The goal of this API is to provide a high-level interface to allow developers to create media sessions, such as used in phone calls, games or multiparty video conferences.

● Support for voice and video sessions.
● Support for data transfer.
● Support for handling multiple voice and video streams, possibly multiplexing them onto a lower number of transports
● Support for encryption of media.
● Safe for untrusted content, with user permission.
● High performance; suitable for high-throughput applications such as HD video conferencing
● Does not depend on any specific signaling service or protocol.
● Able to exchange media with existing RTP/(S)AVP(F) endpoints that are ICE-aware.

● Complete interoperation with legacy (non-ICE-aware) endpoints.
● Direct support for SIP or XMPP

History and previous names
This interface was at various times known as ConnectionPeer, being evolved from the ConnectionPeer of the HTML5 proposal (as of March 2011 named PeerConnection).
The current name, RtcSession, is chosen to reflect that this is intended for real-time connections at a higher level than a transport (“byte transmission”) interface.
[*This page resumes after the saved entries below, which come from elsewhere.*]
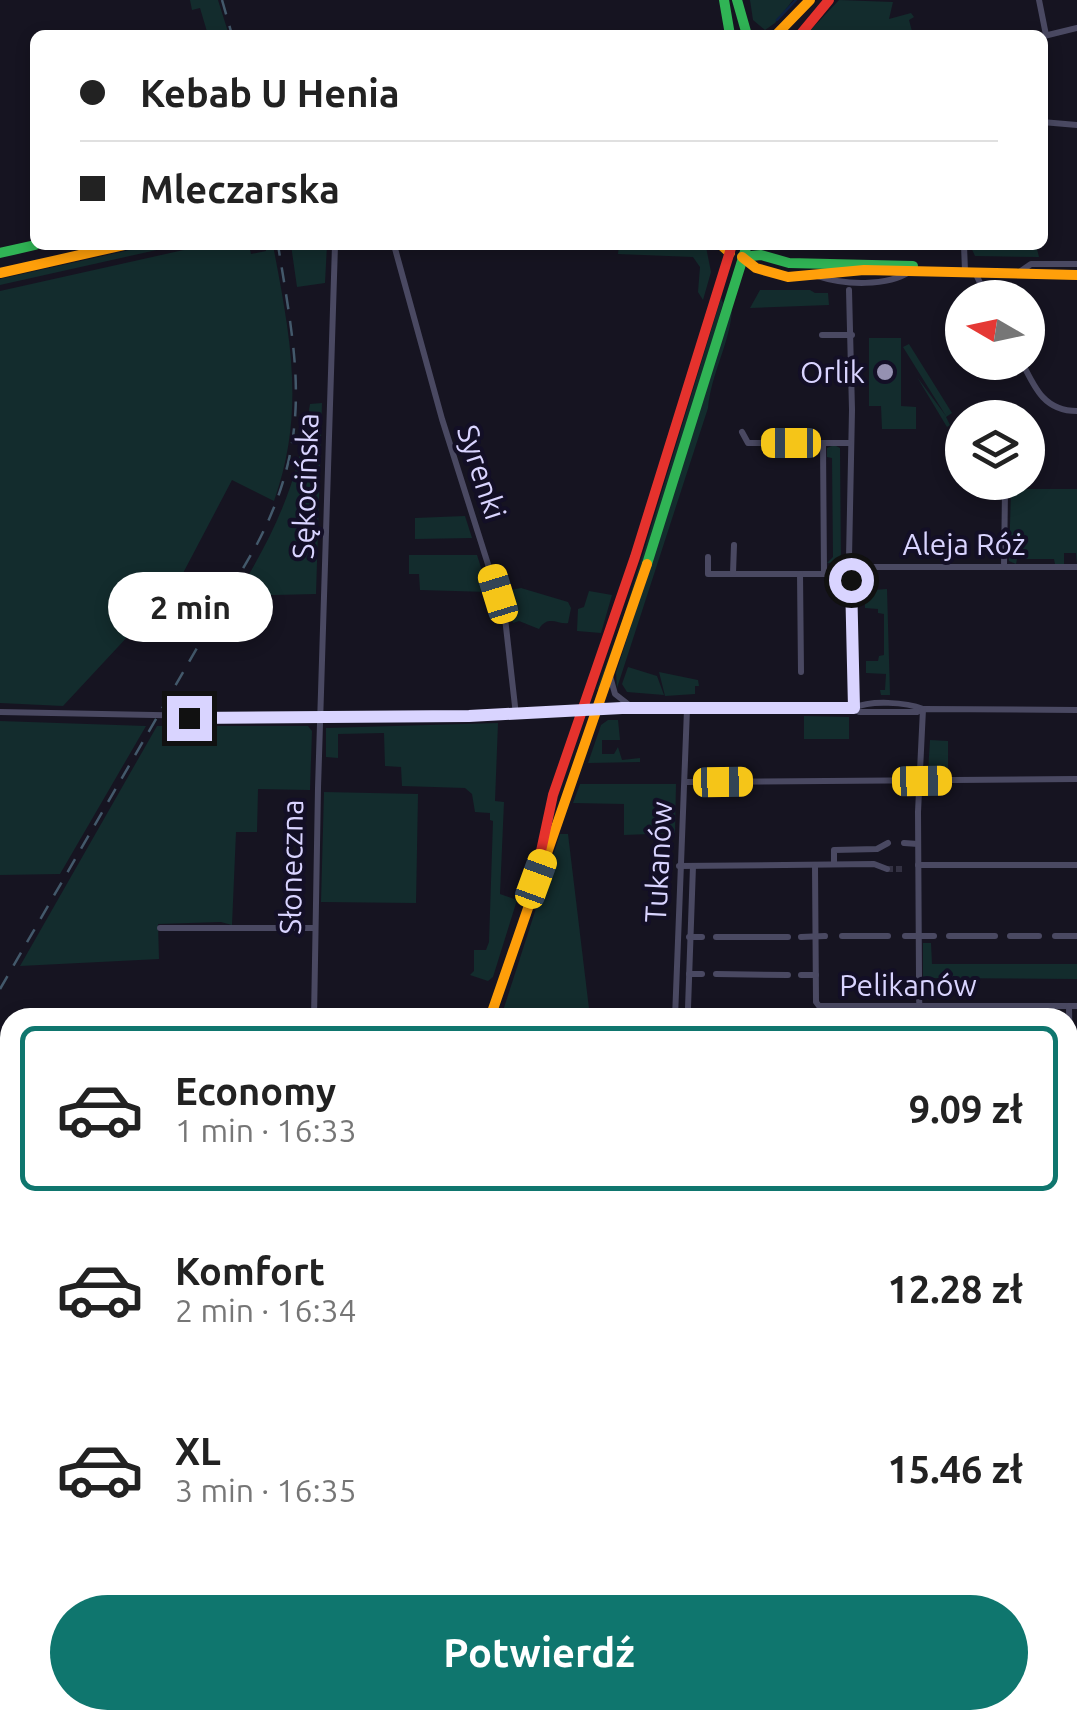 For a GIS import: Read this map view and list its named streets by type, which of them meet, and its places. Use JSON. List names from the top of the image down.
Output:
{
  "streets": {
    "street": [
      "Syrenki",
      "Sękocińska",
      "Aleja Róż",
      "Tukanów",
      "Słoneczna",
      "Pelikanów"
    ]
  },
  "crossings": [
    ["Sękocińska", "Słoneczna"]
  ],
  "places": ["Orlik"],
  "north": "left",
  "page": {
    "banner": ["Kebab U Henia", "Mleczarska"],
    "bubble": "2 min",
    "list": [
      {
        "name": "Economy",
        "note": "1 min · 16:33",
        "value": "9.09 zł"
      },
      {
        "name": "Komfort",
        "note": "2 min · 16:34",
        "value": "12.28 zł"
      },
      {
        "name": "XL",
        "note": "3 min · 16:35",
        "value": "15.46 zł"
      }
    ],
    "buttons": "Potwierdź"
  }
} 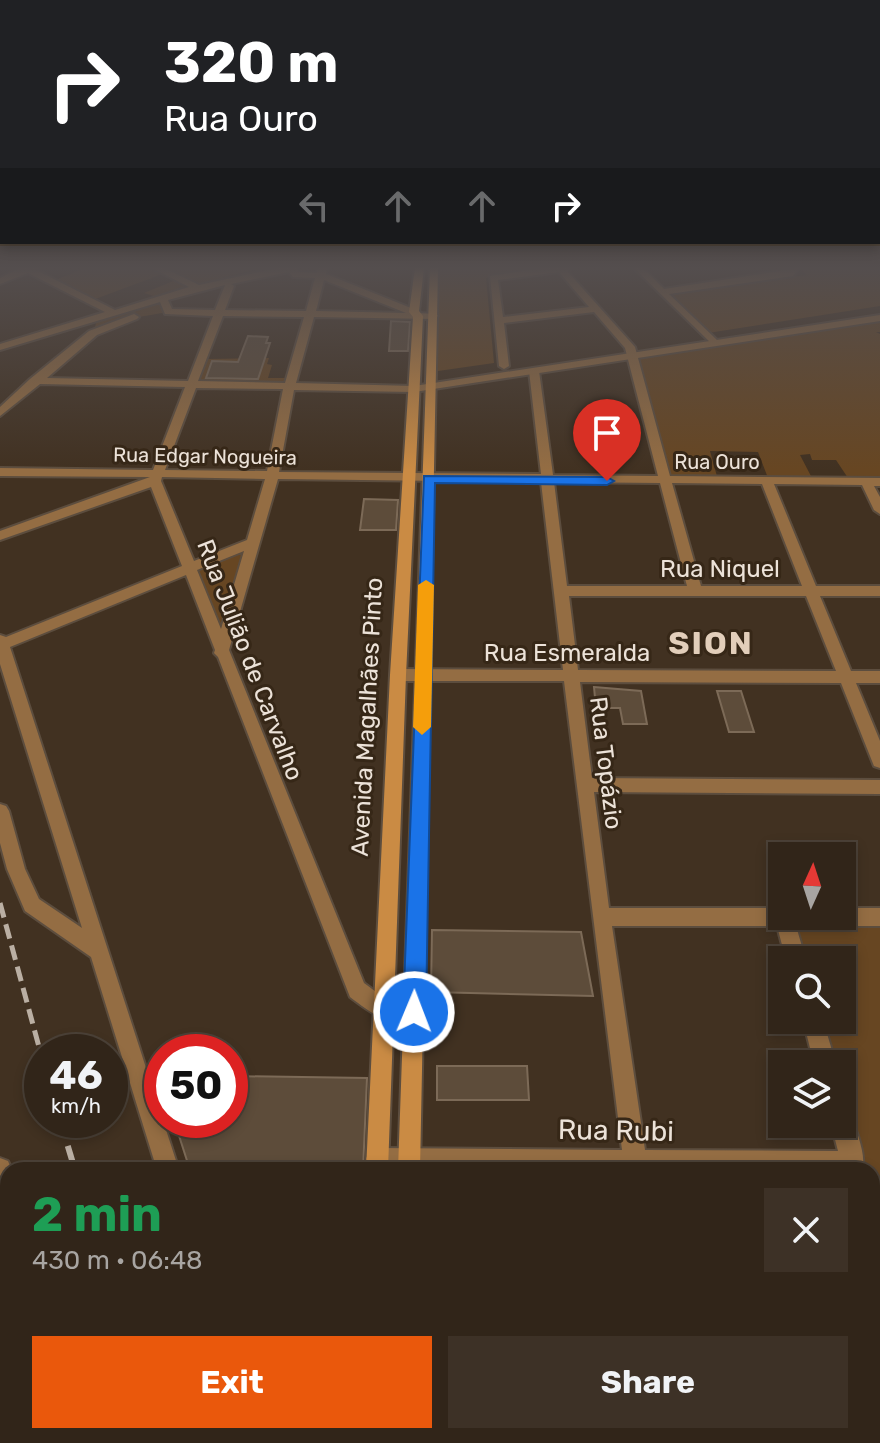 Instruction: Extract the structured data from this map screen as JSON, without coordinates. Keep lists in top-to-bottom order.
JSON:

Sockets API: http://dev.w3.org/html5/websockets/

The channel spec is here:
The current HTML5 specification for video conferencing is here:
The section entitled “Peer to peer connections” (currently section 9.4) from that reference are intended to be obsoleted by this document.

A proposed interface "Session" by Justin Uberti contributed some concepts:

A proposed “transport” interface, which this can possibly be layered on top of:

The RtcSession interface
This specification replaces the one in the HTML5 specification as of Feb 14, 2011.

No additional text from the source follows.